Buon giorno! (That's "good day" or "hello" in Italian.) The Italians invented pizza as we know it today, in southern Italy, in a city called Naples. Pizza in the 1700s, though, probably tasted a little different. It was made with just a few ingredients: bread topped with garlic, butter and salt. (That's not exactly the Meatzza we know and love today!)

Most pizza was sold on the streets as a cheap meal for the poor. No one knows for sure when tomatoes were added. One legend says fishermen would eat pizza for breakfast. That's why tomato sauce is called marinara sauce -- marinara means "seafaring" in Italian. The more expensive pizzas included cheese and basil. (Now, that sounds more like it!) Come buono! (How good!)

The pie officially arrived in the United States when a man named Gennaro Lombardi opened a pizza shop in New York City in 1905. But pizza didn't catch on until the late 1940s, when Italian immigrant workers, unable to afford a whole pie, would buy a slice from Lombardi for lunch. Workers paid what they could afford, and Lombardi would cut a big or small slice based on how much they gave him. (Lombardi's Pizza still exists in New York City today, but in a different location.)

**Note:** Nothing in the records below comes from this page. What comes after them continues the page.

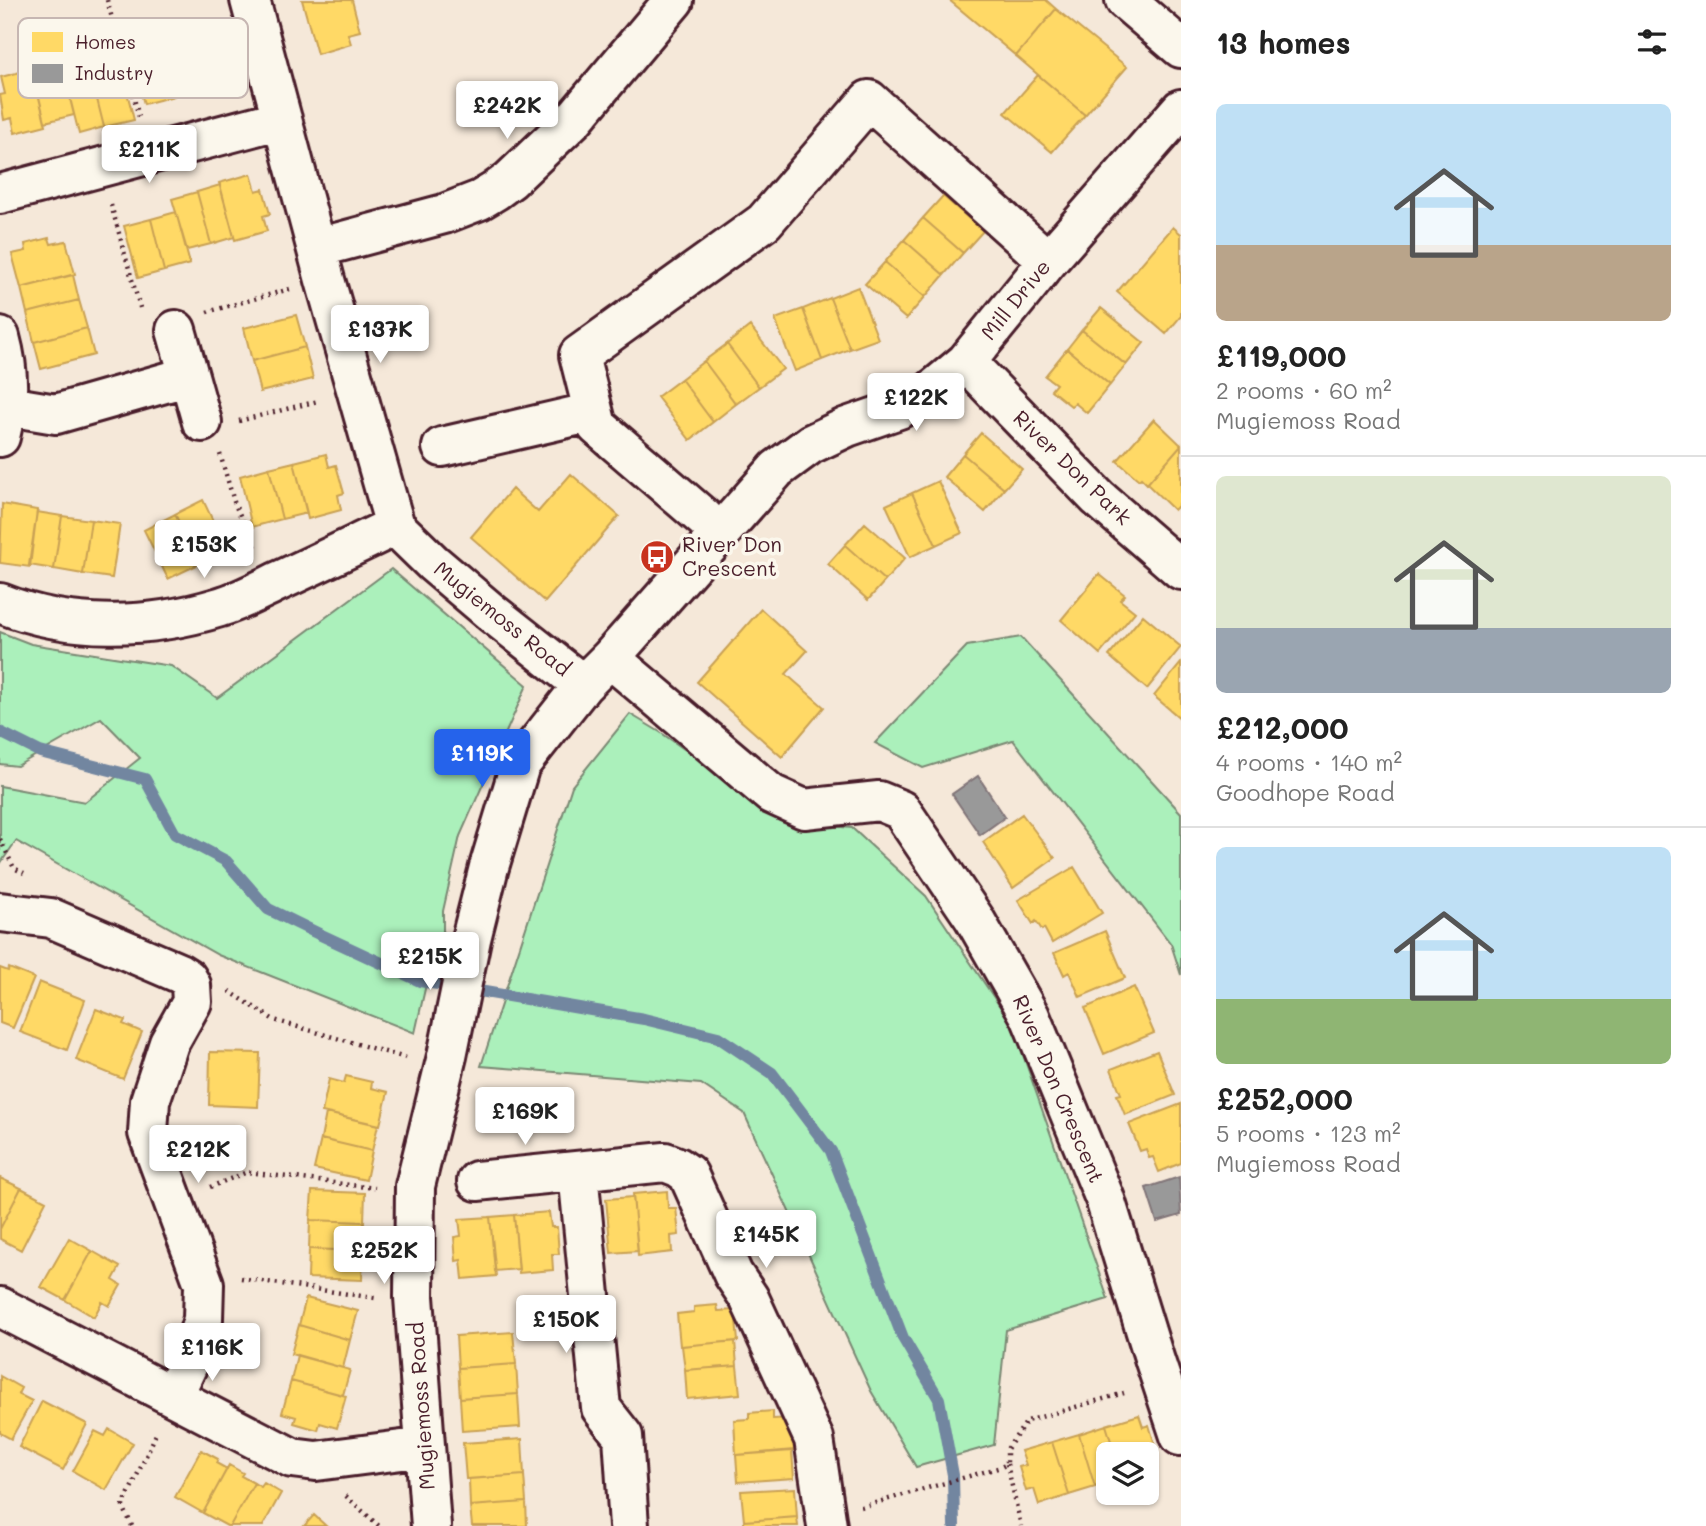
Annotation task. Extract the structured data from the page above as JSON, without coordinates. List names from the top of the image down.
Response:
{
  "streets": {
    "street": [
      "Mill Drive",
      "River Don Park",
      "Mugiemoss Road",
      "River Don Crescent"
    ]
  },
  "crossings": [
    ["Mill Drive", "River Don Park"],
    ["Mill Drive", "Mugiemoss Road"],
    ["Mill Drive", "River Don Crescent"]
  ],
  "places": {
    "bus stop": ["River Don Crescent"]
  },
  "legend": ["Homes", "Industry"],
  "page": {
    "heading": "13 homes",
    "price": [
      "£242K",
      "£211K",
      "£137K",
      "£122K",
      "£153K",
      "£119K",
      "£215K",
      "£169K",
      "£212K",
      "£145K",
      "£252K",
      "£150K",
      "£116K"
    ],
    "list": [
      {
        "name": "£119,000",
        "note": "2 rooms · 60 m² · Mugiemoss Road"
      },
      {
        "name": "£212,000",
        "note": "4 rooms · 140 m² · Goodhope Road"
      },
      {
        "name": "£252,000",
        "note": "5 rooms · 123 m² · Mugiemoss Road"
      }
    ]
  }
}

April 5 is National Deep Dish Pizza Day. Deep-dish pizza has a thicker crust and is different from Lombardi's "New York Style" pizza. Pizzeria Uno is credited for inventing the first deep-dish pizza in Chicago in 1943. The idea was to make pizza more of a meal than a snack.

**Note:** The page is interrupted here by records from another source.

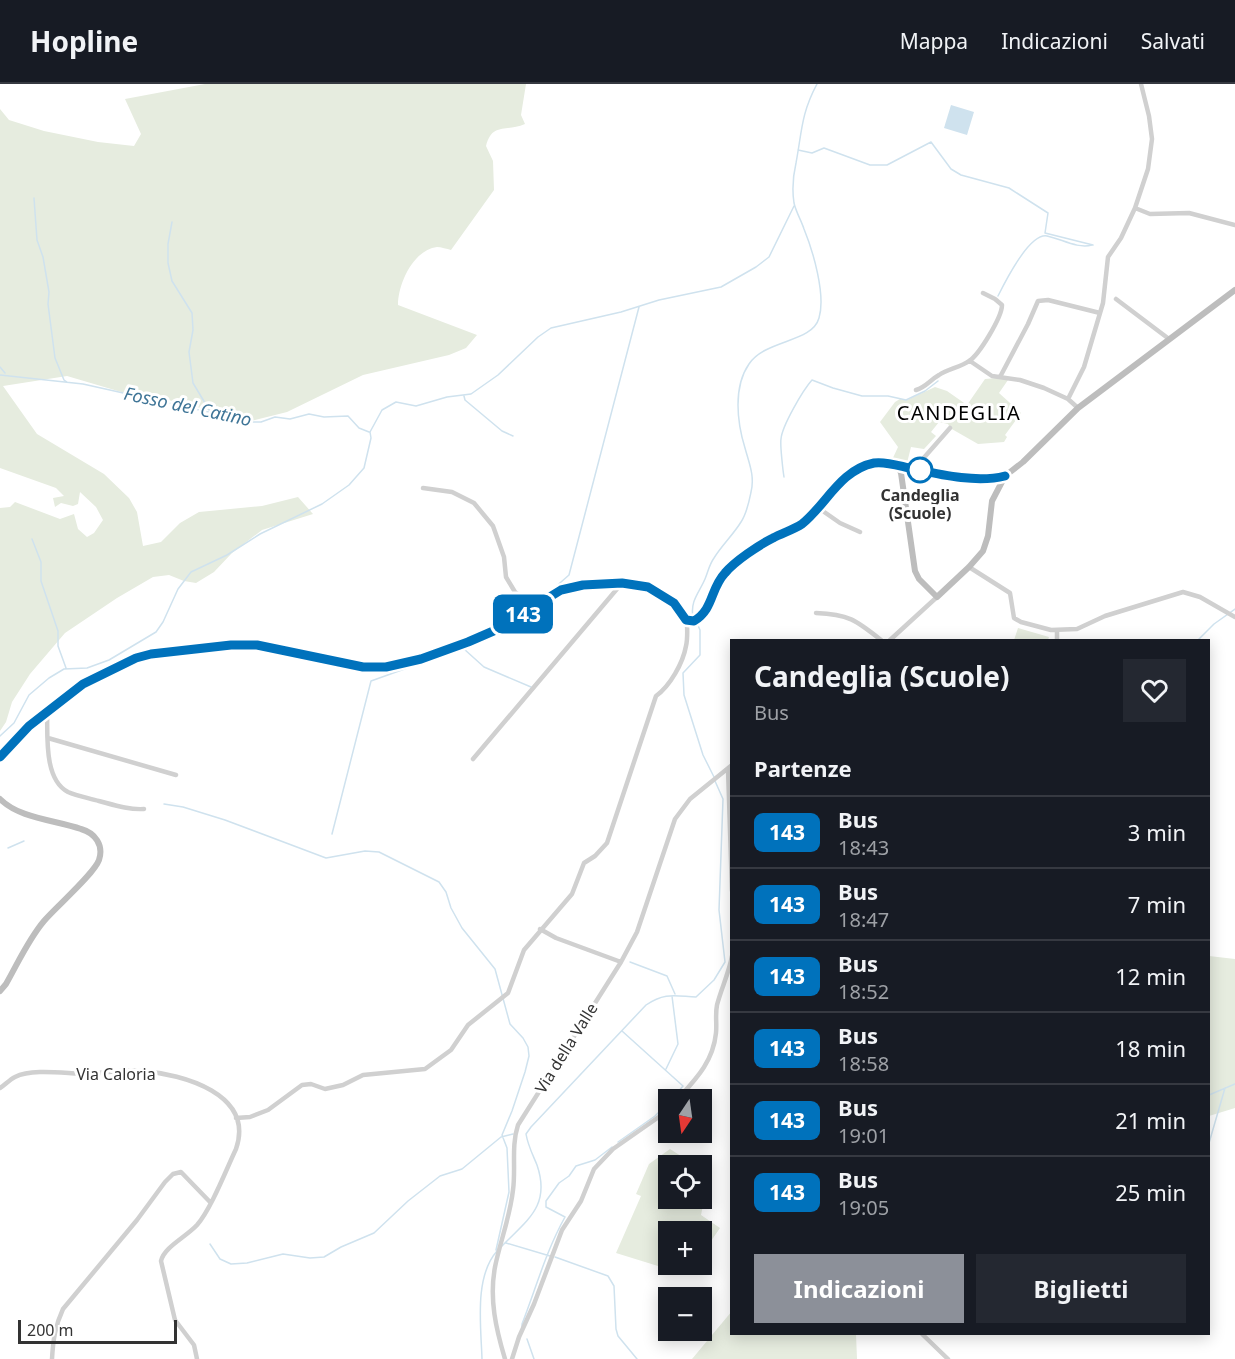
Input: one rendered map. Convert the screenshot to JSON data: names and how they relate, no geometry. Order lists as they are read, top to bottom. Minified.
{"streets":{"street":["Via della Valle","Via Caloria"]},"districts":["CANDEGLIA"],"water":["Fosso del Catino"],"places":["Candeglia (Scuole)"],"lines":["bus line 143"],"scale_bar":"200 m","north":"bottom","page":{"header":"Hopline","nav":["Mappa","Indicazioni","Salvati"],"on_map":"143","heading":[["Candeglia (Scuole)","Bus"],"Partenze"],"list":[{"mark":"143","name":"Bus","note":"18:43","value":"3 min"},{"mark":"143","name":"Bus","note":"18:47","value":"7 min"},{"mark":"143","name":"Bus","note":"18:52","value":"12 min"},{"mark":"143","name":"Bus","note":"18:58","value":"18 min"},{"mark":"143","name":"Bus","note":"19:01","value":"21 min"},{"mark":"143","name":"Bus","note":"19:05","value":"25 min"}],"map_buttons":["+","−"],"buttons":["Indicazioni","Biglietti"],"scale":"200 m"}}
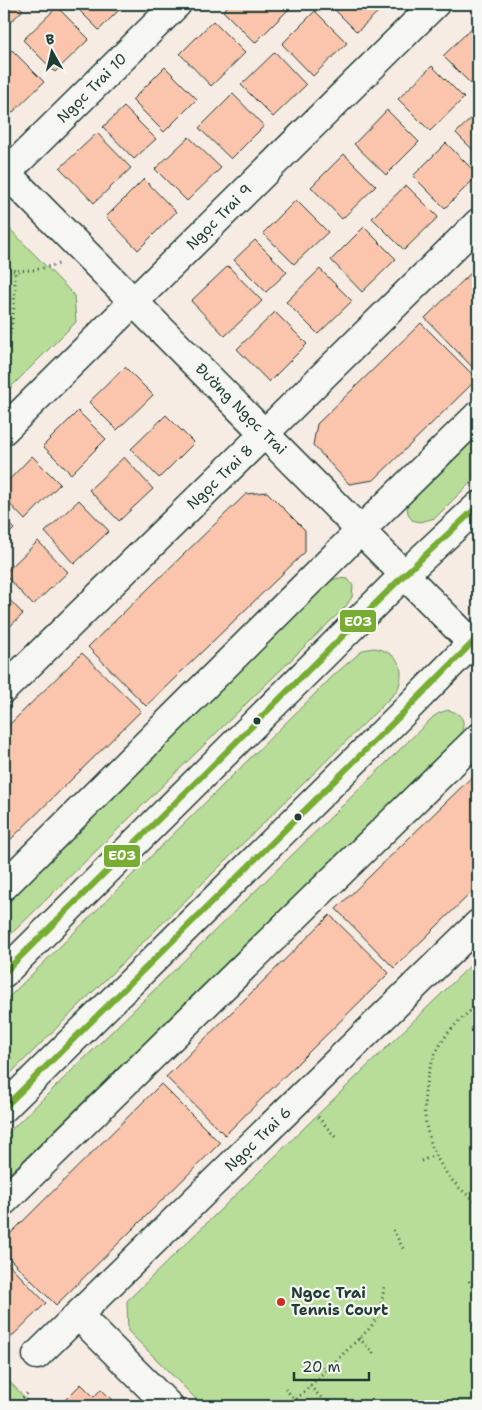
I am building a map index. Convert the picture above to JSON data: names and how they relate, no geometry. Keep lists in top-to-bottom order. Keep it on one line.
{"streets":{"street":["Ngọc Trai 10","Ngọc Trai 9","Đường Ngọc Trai","Ngọc Trai 8","Ngọc Trai 6"]},"crossings":[["Ngọc Trai 10","Đường Ngọc Trai"],["Ngọc Trai 9","Đường Ngọc Trai"],["Đường Ngọc Trai","Ngọc Trai 8"]],"places":["Ngoc Trai Tennis Court"],"lines":["transit line E03"],"scale_bar":"20 m","north":"top"}
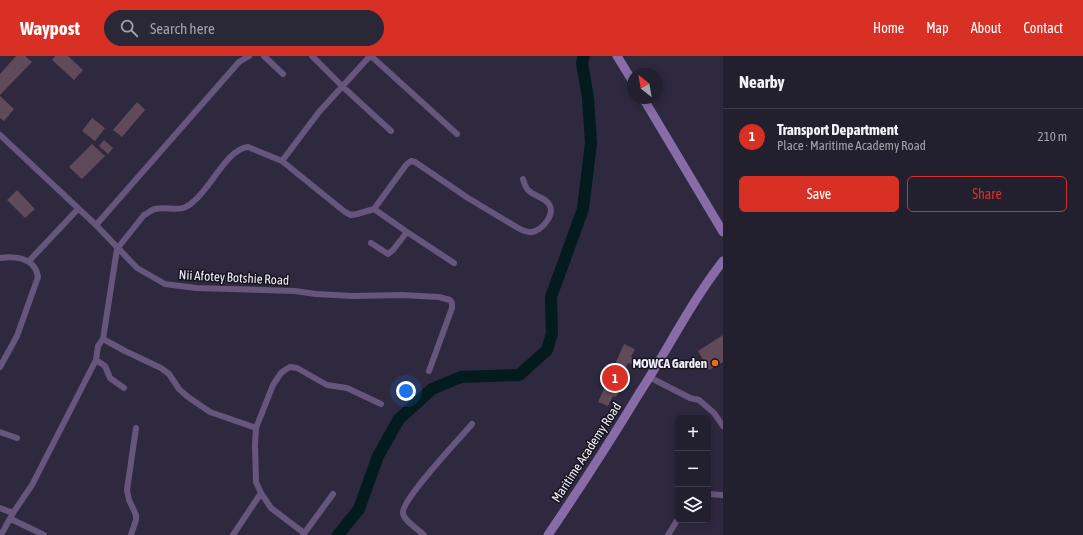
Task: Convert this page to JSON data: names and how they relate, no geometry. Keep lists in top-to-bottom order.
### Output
{
  "streets": {
    "street": ["Nii Afotey Botshie Road", "Maritime Academy Road"]
  },
  "places": ["MOWCA Garden"],
  "north": "top left",
  "page": {
    "header": "Waypost",
    "search": "Search here",
    "nav": [
      "Home",
      "Map",
      "About",
      "Contact"
    ],
    "heading": "Nearby",
    "list": [
      {
        "mark": "1",
        "name": "Transport Department",
        "note": "Place · Maritime Academy Road",
        "value": "210 m"
      }
    ],
    "buttons": ["Save", "Share"],
    "pins": "1",
    "map_buttons": ["+", "−"]
  }
}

According to Packaged Facts, a company that does research on what Americans eat and drink, every man, woman and child in America eats 46 slices of pizza a year on average. That may not seem like a whole lot, but with the U.S. population at more than 300 million people, that means Americans eat more than 13.8 billion pieces of pizza each year.

Deep-dish pizza is considered "American pizza," but you might have your own idea of what American pizza is. Maybe yours includes goat cheese, peppers and broccoli. Whatever your favorite pizza, one thing is for sure: Pizza has come a long way!